La gran diferencia en esta ocasión es que ambos partidos, especialmente el Partido Republicano, se han alejado del centro y han convertido la tradicional batalla política en una disputa entre dos modelos de estado. Cualquiera que gane las elecciones se encontrará con una parte del Congreso, no solo hostil, sino dispuesta a frenar lo que se considerará como un asalto a los valores esenciales de esta nación.

Si Obama es el vencedor, tendrá de nuevo una Cámara de Representantes dominada por la oposición. Esa es, al menos, la previsión de las encuestas. El Tea Party, como tal, ha perdido influencia en los últimos meses. Pero, igualmente, la oposición está dominada por conservadores comprometidos con la reducción de impuestos y el empequeñecimiento del estado del bienestar.

Si es Romney quien gana, va a tener que vérselas con un Senado controlado por el Partido Demócrata. Cualquier intento de su parte de reformar la estructura del estado para reducir el déficit y la deuda –tarea imprescindible, antes o después, de una manera o de otra-, va a encontrar enfrente la oposición de quienes ven en ese esfuerzo un intento de eliminar la red de protección social.

Esa situación puede conducir a un peligroso estancamiento de Estados Unidos en el momento en que más dinamismo se requiere. El predominio universal de este país, aunque no discutido a corto plazo, está más amenazado que nunca. La emergencia de China, India y otras grandes naciones en desarrollo está creando ya el embrión de un nuevo orden internacional. Los problemas económicos y de identidad de Europa privan a Washington de un aliado fundamental para ejercer su supremacía internacional. La indiferencia hacia América Latina reduce el potencial de crecimiento norteamericano y su campo de influencia política.

Todo ello, coincidiendo con retos mayúsculos a los que el próximo presidente estadounidense tendrá que hacer frente de inmediato. El primero de ellos es Irán. El dossier sobre el programa nuclear de ese país y la forma en que puede ser interrumpido ha estado esperando sobre la mesa del Despacho Oval durante todos estos meses de campaña, pero es dudoso que pueda esperar mucho más. Israel está impaciente, la sociedad iraní se ha empobrecido con las sanciones y todos están necesitados de mover ficha cuanto antes.
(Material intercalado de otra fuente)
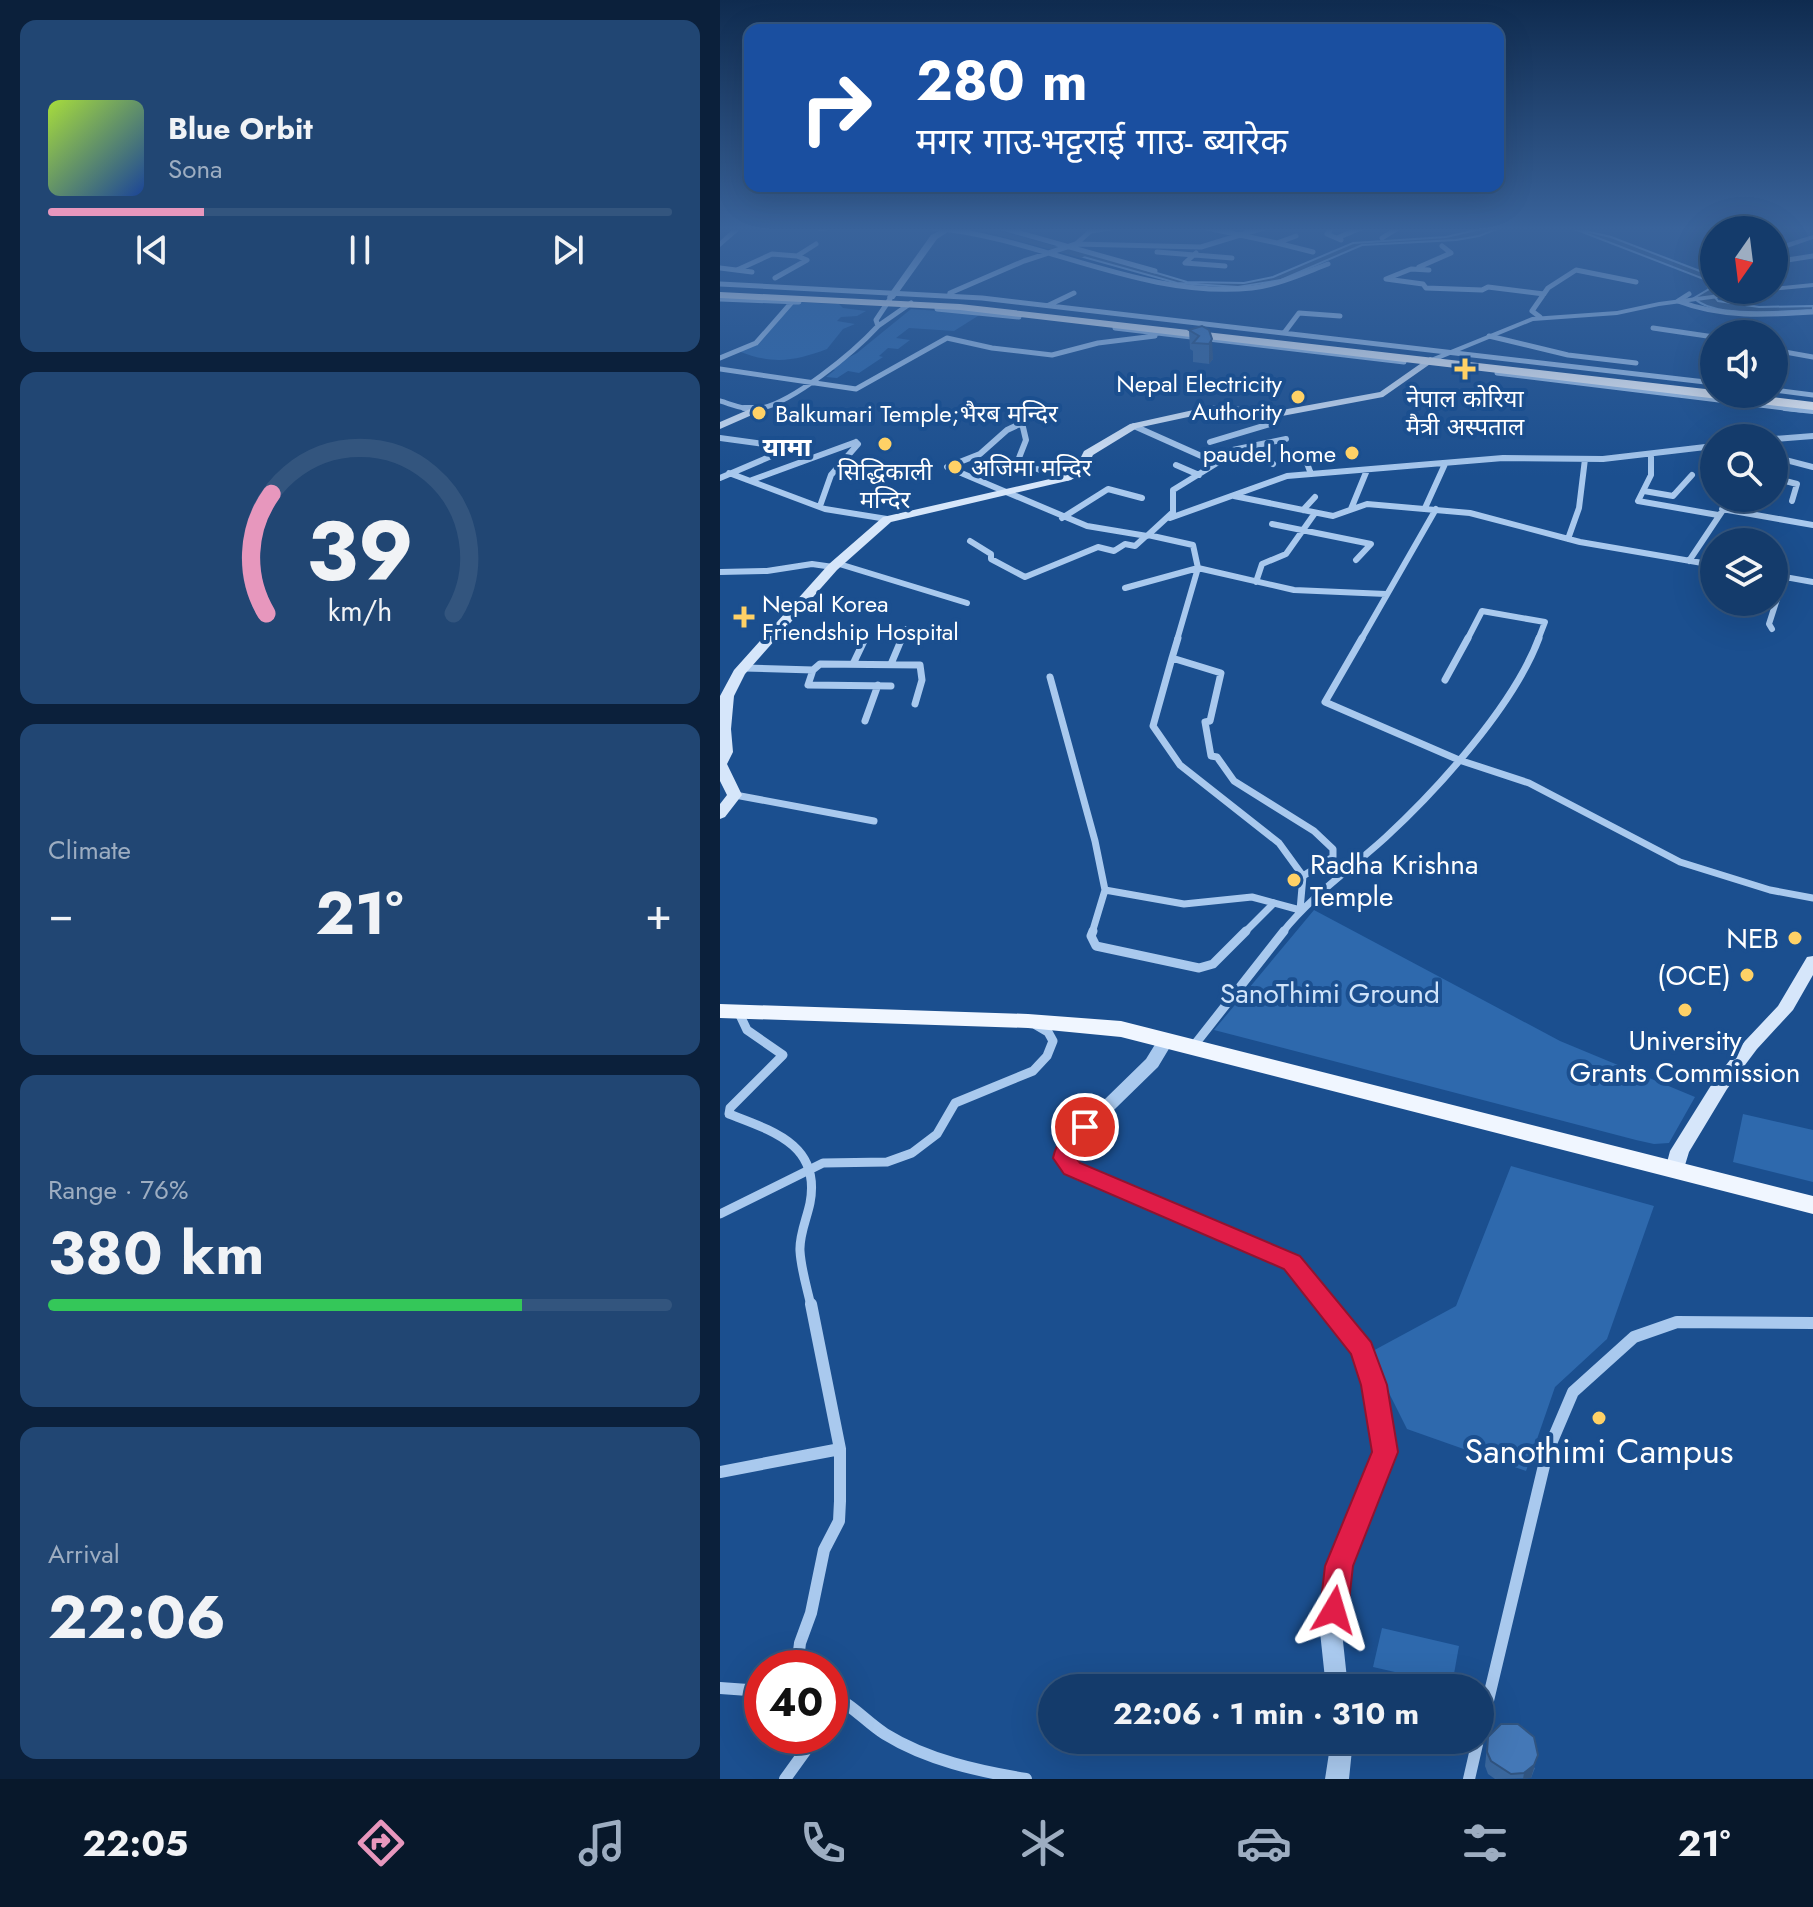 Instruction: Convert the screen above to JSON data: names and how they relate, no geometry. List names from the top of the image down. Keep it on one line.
{"districts":["यामा"],"parks":["SanoThimi Ground"],"places":{"health":["नेपाल कोरिया मैत्री अस्पताल","Nepal Korea Friendship Hospital"],"other":["Nepal Electricity Authority","Balkumari Temple;भैरब मन्दिर","सिद्धिकाली मन्दिर","paudel home","अजिमा मन्दिर","Radha Krishna Temple","NEB","(OCE)","University Grants Commission","Sanothimi Campus"]},"north":"bottom","page":{"turn":["280 m","मगर गाउ-भट्टराई गाउ- ब्यारेक"],"song":["Blue Orbit","Sona"],"tile":["Climate",["Range · 76%","380 km"],["Arrival","22:06"]],"heat":["−","21°","+"],"limit":"40","trip":"22:06 · 1 min · 310 m","tabs":["22:05","21°"],"gauge":["39","km/h"]}}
Tampoco Siria puede esperar mucho tiempo más. Para la oposición de ese país las mayores esperanzas de cambio están centradas, paradójicamente, en Romney. Obama no ha creado falsas ilusiones en esta campaña respecto a una intervención para evitar la matanza. Es de esperar que la prudencia exhibida en su primer mandato continuaría después. No es que Romney haya ido mucho más lejos, pero es posible que un presidente republicano sintiera más de sus grupos de influencia para actuar con mayor audacia.

Pasadas las urgencias electorales, EE UU se encuentra, en resumen, donde estaba antes de esta campaña: en una fase de renovación en medio de un entorno muy difícil. Pese a que la situación económica está mejorando y se crece y se crea empleo a un ritmo envidiable en Europa, no es suficiente aún para seguir el paso de las potencias emergentes y, mucho menos, para tapar los grandes agujeros estructurales que existen en este país.

Cualquiera que cruce el 20 de enero el umbral de la Casa Blanca tendrá que acabar admitiendo que no se puede continuar eternamente gastando mucho más de lo que se ingresa, a costa del aumento de una deuda que, si bien todavía no castiga la reputación financiera de EE UU, sí aumenta su dependencia del exterior y la debilita como nación.

Decisiones difíciles, como el aumento de impuestos, la reducción del presupuesto militar o la reforma de los más costosos programas sociales, estarán en la agenda del próximo presidente. Cualquiera de esas empresas, que ya son difíciles en tiempos de cierta cooperación entre los partidos, puede hacerse imposible si no se supera la polarización actual.

La única esperanza al respecto es la de que, agotados después de años de hostigamiento inútil, los republicanos corrijan su estrategia si gana Obama. O que, en el caso de un triunfo de Romney, los demócratas quieran demostrar que ellos no son iguales. Ambas posibilidades, la verdad, bastante remotas.